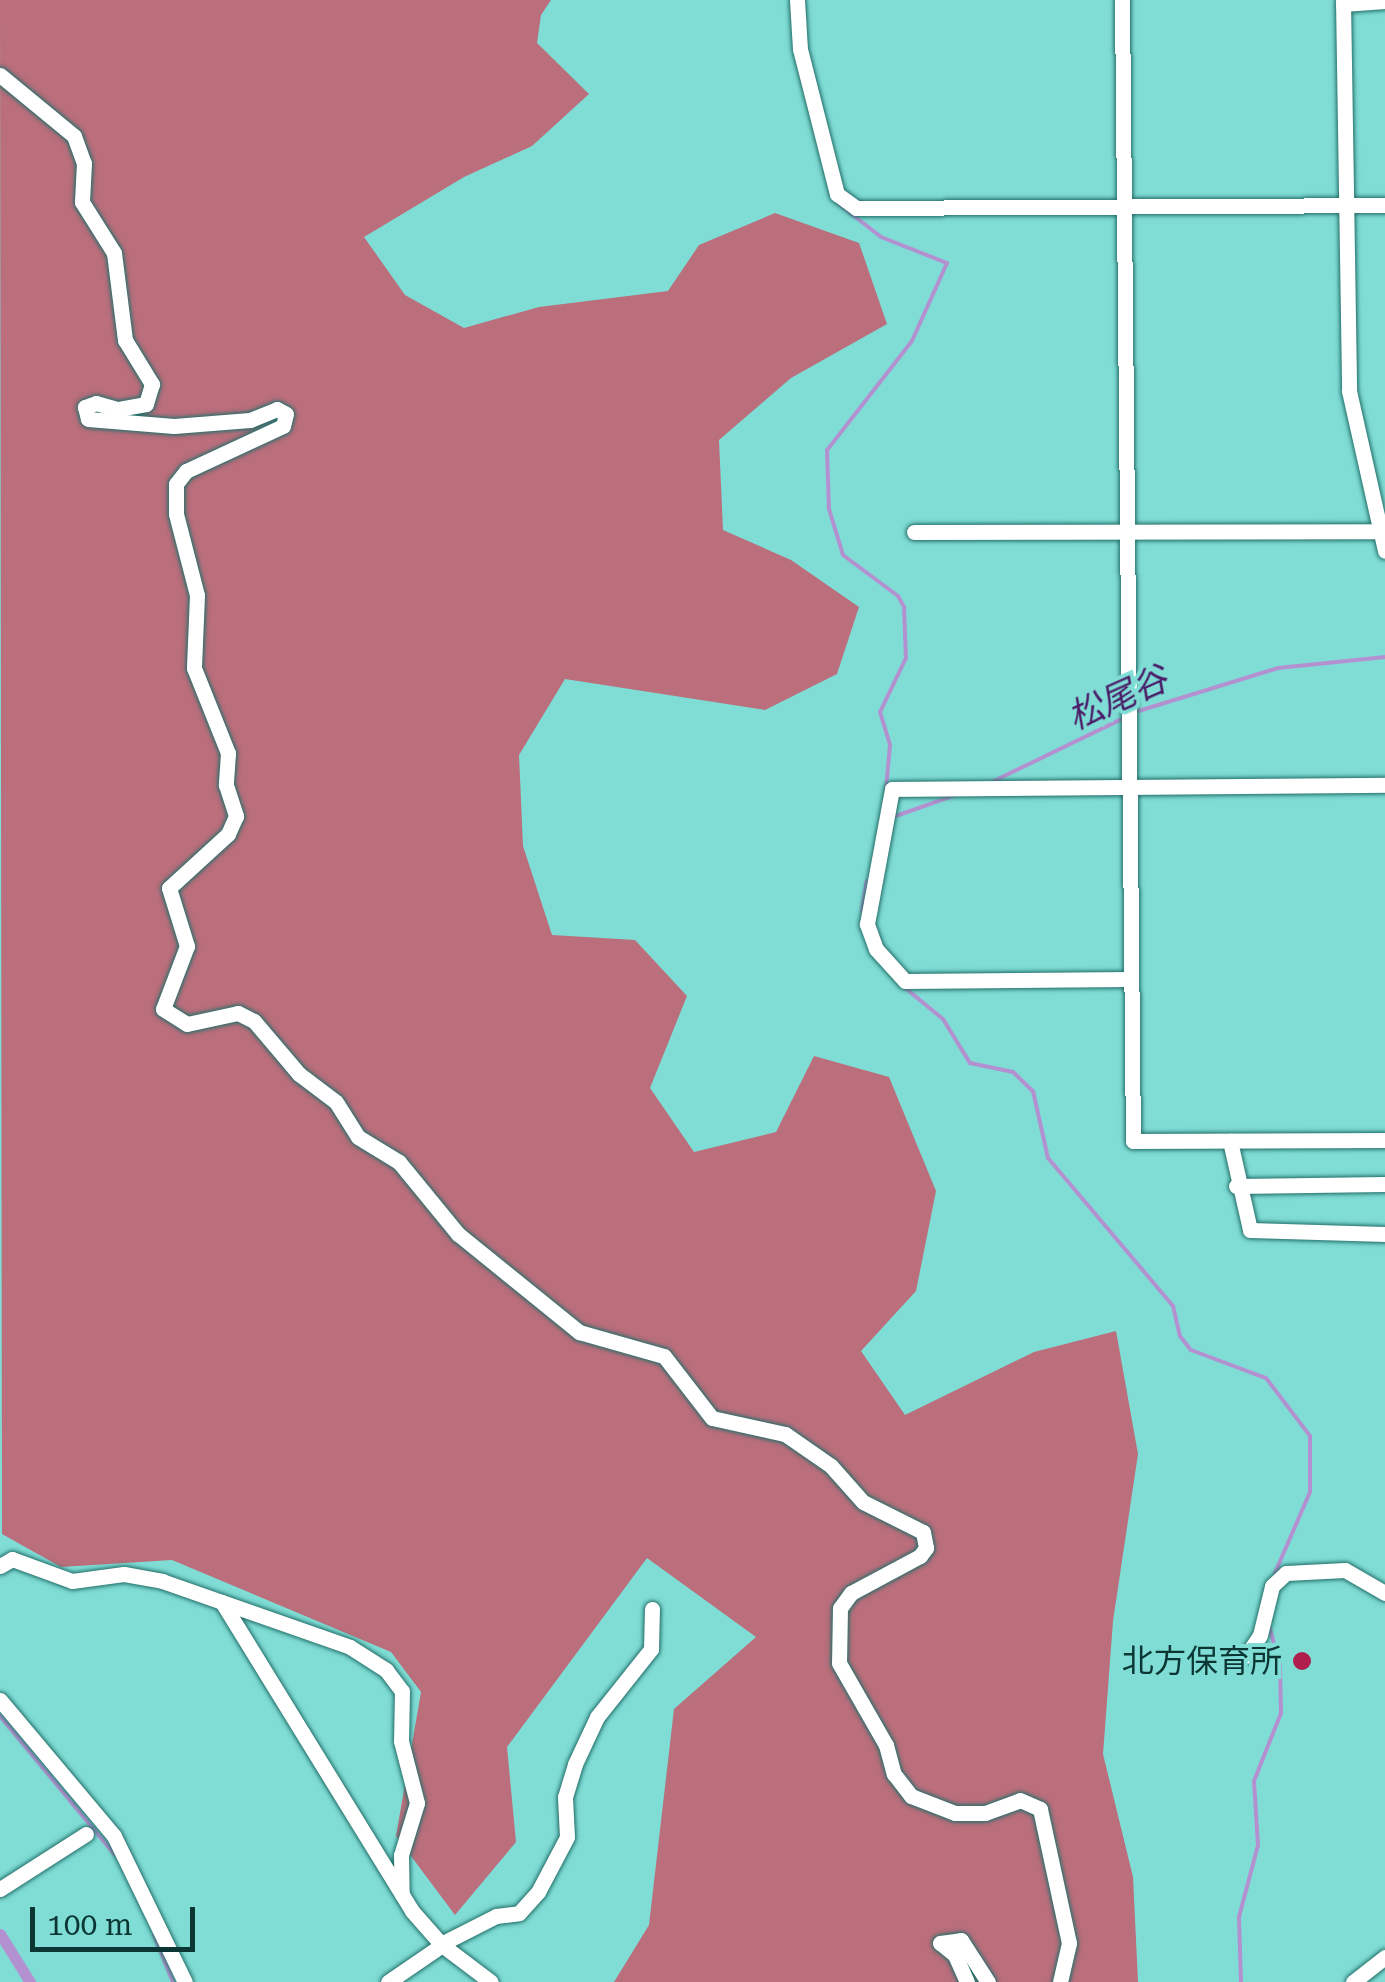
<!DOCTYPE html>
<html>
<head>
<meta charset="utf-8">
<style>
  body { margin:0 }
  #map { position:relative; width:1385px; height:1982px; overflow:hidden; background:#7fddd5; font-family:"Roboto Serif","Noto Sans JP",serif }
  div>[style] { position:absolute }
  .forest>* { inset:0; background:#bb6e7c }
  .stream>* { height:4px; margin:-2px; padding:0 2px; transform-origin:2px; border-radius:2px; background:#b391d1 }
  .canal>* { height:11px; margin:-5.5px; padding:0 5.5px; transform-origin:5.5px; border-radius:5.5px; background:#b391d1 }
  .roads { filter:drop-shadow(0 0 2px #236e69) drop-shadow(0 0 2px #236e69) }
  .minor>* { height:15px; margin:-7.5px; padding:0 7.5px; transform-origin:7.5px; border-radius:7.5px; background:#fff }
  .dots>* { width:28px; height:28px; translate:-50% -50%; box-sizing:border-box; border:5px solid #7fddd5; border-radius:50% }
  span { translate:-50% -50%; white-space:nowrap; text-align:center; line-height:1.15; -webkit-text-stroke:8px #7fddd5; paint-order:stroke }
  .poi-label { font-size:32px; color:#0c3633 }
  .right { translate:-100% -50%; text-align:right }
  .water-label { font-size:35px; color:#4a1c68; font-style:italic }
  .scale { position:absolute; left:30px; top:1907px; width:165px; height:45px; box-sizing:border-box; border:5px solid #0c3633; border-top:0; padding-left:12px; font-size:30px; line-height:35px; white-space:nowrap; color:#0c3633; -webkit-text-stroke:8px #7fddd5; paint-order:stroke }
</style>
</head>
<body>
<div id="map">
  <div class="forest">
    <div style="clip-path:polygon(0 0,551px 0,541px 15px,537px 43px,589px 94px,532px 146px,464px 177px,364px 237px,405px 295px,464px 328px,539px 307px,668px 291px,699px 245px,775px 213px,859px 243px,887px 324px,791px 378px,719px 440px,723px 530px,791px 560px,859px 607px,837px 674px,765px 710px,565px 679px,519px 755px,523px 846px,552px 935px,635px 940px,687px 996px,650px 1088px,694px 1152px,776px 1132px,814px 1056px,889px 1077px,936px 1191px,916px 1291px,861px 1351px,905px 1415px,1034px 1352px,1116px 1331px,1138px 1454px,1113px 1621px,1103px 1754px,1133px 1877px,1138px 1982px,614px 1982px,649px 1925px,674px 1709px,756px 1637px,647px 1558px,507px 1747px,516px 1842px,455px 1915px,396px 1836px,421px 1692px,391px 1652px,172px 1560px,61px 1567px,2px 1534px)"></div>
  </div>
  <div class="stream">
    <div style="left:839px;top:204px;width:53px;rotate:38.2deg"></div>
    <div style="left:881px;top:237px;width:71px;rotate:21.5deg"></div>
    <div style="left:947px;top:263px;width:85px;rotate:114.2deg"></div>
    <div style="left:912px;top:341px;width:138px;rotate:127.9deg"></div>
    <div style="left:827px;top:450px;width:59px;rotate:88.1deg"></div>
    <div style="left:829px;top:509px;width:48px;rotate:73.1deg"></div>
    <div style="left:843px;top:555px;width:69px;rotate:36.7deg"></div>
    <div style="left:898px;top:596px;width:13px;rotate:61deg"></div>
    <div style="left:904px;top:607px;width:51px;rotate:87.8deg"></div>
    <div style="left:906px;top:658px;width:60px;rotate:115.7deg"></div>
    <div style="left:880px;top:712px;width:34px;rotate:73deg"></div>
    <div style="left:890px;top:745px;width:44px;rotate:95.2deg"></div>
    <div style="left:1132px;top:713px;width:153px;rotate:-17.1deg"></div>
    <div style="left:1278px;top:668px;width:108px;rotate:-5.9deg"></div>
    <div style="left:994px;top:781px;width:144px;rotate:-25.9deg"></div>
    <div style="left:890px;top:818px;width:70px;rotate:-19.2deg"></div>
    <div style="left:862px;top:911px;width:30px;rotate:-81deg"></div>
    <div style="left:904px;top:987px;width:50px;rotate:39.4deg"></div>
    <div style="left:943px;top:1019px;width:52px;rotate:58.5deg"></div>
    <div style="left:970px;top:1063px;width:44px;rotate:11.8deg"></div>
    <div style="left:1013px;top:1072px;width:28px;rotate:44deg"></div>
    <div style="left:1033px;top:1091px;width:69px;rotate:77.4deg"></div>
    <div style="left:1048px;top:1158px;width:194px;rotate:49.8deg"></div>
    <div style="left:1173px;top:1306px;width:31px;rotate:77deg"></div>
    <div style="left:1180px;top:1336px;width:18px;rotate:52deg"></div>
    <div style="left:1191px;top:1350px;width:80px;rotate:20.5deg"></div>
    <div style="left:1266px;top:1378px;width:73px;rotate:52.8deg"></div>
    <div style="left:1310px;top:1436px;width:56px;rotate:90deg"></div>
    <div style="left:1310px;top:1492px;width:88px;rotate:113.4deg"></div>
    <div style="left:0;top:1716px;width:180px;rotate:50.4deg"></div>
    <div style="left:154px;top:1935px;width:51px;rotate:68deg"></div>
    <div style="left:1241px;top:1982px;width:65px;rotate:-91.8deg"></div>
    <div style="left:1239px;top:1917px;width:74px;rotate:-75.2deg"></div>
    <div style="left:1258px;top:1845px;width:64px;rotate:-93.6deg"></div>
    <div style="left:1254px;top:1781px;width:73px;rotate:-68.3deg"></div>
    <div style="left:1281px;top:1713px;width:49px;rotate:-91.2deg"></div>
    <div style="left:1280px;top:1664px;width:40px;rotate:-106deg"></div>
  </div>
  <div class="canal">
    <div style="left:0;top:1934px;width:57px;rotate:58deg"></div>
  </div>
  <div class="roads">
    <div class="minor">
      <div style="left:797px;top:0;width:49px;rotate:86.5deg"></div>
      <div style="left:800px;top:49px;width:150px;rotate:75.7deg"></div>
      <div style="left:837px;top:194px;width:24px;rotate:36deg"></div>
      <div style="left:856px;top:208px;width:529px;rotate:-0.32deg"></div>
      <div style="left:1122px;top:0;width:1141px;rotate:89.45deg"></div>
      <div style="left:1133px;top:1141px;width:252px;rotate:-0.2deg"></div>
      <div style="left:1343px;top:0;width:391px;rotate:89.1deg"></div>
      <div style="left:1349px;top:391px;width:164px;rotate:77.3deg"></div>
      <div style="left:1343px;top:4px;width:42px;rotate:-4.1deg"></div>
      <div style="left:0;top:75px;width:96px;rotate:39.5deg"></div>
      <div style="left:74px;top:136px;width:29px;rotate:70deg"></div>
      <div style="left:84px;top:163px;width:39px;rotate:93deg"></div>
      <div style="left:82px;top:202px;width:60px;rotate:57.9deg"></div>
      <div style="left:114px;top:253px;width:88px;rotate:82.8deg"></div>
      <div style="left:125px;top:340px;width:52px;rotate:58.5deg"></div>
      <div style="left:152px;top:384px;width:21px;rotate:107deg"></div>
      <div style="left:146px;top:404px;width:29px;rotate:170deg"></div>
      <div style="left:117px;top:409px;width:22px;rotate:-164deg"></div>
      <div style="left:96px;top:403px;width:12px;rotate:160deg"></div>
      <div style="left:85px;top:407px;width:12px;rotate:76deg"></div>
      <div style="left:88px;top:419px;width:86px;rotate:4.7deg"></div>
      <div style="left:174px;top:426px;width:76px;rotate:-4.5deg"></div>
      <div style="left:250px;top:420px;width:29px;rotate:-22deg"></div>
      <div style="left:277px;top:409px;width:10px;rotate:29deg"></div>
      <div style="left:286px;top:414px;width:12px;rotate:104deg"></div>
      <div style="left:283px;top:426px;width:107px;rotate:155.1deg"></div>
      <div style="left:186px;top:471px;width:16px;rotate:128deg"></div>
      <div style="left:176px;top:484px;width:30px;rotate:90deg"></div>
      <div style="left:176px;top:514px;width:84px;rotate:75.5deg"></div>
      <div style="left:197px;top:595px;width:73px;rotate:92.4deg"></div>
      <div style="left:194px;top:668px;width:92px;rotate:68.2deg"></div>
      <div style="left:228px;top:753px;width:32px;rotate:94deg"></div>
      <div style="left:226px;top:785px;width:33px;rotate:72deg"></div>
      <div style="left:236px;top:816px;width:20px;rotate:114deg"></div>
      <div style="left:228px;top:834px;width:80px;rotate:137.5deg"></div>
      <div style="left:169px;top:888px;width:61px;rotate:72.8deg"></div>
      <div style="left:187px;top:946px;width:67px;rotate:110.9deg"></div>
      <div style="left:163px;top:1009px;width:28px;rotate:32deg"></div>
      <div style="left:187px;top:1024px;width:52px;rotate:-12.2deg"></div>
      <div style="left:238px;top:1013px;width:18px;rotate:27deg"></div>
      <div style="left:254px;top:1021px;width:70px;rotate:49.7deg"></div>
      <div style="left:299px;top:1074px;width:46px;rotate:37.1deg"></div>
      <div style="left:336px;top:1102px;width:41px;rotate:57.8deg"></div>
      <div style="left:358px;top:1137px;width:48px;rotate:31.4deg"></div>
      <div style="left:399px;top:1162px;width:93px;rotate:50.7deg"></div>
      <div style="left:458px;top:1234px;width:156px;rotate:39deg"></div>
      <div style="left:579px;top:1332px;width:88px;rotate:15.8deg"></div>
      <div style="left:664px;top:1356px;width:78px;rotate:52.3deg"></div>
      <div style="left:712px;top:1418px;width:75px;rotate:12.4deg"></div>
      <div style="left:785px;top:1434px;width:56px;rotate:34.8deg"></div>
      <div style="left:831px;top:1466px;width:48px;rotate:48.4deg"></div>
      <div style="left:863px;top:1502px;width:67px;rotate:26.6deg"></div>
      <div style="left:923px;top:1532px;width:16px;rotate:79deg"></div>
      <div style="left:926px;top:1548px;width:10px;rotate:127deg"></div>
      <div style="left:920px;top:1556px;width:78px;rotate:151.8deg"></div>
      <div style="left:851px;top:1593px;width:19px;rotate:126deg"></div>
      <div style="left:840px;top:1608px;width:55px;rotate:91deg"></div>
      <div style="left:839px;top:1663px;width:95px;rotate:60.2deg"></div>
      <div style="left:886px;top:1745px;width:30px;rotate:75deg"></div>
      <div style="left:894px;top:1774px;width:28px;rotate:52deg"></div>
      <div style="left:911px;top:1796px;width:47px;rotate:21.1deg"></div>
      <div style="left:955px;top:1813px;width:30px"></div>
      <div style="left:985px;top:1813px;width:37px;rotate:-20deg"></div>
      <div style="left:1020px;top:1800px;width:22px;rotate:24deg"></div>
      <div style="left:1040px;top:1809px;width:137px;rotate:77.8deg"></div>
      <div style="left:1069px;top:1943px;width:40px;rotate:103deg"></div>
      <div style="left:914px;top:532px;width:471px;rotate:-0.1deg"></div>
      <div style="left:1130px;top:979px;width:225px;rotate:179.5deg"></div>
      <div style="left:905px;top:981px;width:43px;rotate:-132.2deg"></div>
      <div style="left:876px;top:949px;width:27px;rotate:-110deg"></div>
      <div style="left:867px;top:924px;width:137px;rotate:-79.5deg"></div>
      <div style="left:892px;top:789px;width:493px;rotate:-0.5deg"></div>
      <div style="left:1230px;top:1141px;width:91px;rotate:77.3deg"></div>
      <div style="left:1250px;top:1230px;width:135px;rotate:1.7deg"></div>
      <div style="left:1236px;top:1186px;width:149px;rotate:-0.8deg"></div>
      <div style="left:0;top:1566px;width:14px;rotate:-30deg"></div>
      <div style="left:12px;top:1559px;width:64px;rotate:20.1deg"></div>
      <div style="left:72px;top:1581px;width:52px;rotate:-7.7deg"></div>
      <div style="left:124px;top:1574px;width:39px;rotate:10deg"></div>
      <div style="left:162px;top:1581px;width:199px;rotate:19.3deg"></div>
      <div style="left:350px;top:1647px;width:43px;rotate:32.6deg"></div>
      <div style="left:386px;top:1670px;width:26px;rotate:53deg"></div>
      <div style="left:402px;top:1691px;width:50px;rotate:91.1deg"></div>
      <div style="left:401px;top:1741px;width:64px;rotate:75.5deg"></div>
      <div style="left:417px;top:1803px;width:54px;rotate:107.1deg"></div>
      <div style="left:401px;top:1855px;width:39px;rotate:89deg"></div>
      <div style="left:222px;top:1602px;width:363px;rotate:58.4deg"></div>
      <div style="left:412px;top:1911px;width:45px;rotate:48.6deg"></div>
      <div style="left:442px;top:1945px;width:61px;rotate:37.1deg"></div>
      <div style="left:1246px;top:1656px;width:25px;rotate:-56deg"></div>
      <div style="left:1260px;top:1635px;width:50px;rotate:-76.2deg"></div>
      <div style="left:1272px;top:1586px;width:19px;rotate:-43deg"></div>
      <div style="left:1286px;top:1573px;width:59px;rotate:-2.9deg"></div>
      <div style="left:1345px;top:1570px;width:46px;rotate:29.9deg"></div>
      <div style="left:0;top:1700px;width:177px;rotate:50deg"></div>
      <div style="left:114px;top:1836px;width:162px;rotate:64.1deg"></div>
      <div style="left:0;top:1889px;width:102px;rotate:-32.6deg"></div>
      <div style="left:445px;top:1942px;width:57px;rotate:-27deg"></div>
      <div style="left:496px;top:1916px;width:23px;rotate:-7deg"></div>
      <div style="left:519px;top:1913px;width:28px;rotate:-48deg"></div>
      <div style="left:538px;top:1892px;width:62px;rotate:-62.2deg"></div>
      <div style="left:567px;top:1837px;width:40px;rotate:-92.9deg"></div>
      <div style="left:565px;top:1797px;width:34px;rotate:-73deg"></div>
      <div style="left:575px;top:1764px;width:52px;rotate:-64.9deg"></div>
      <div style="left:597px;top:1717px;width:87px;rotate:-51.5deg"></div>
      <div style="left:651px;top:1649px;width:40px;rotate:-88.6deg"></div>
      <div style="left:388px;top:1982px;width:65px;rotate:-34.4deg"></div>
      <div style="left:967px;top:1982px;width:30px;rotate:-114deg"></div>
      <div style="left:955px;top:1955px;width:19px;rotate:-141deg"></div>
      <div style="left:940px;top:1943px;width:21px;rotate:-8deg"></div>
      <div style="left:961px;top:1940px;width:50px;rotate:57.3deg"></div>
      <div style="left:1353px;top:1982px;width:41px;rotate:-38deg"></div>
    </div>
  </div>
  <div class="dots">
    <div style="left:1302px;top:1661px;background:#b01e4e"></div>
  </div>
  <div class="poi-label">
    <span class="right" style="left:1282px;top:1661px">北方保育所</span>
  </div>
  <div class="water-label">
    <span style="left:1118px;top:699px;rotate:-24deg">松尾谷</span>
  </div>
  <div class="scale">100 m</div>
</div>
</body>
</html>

= TASK DESCRIPTION =
Wherever the string "canal" appears in the data above, report the whole line.

= OUTPUT =
  .canal>* { height:11px; margin:-5.5px; padding:0 5.5px; transform-origin:5.5px; border-radius:5.5px; background:#b391d1 }
  <div class="canal">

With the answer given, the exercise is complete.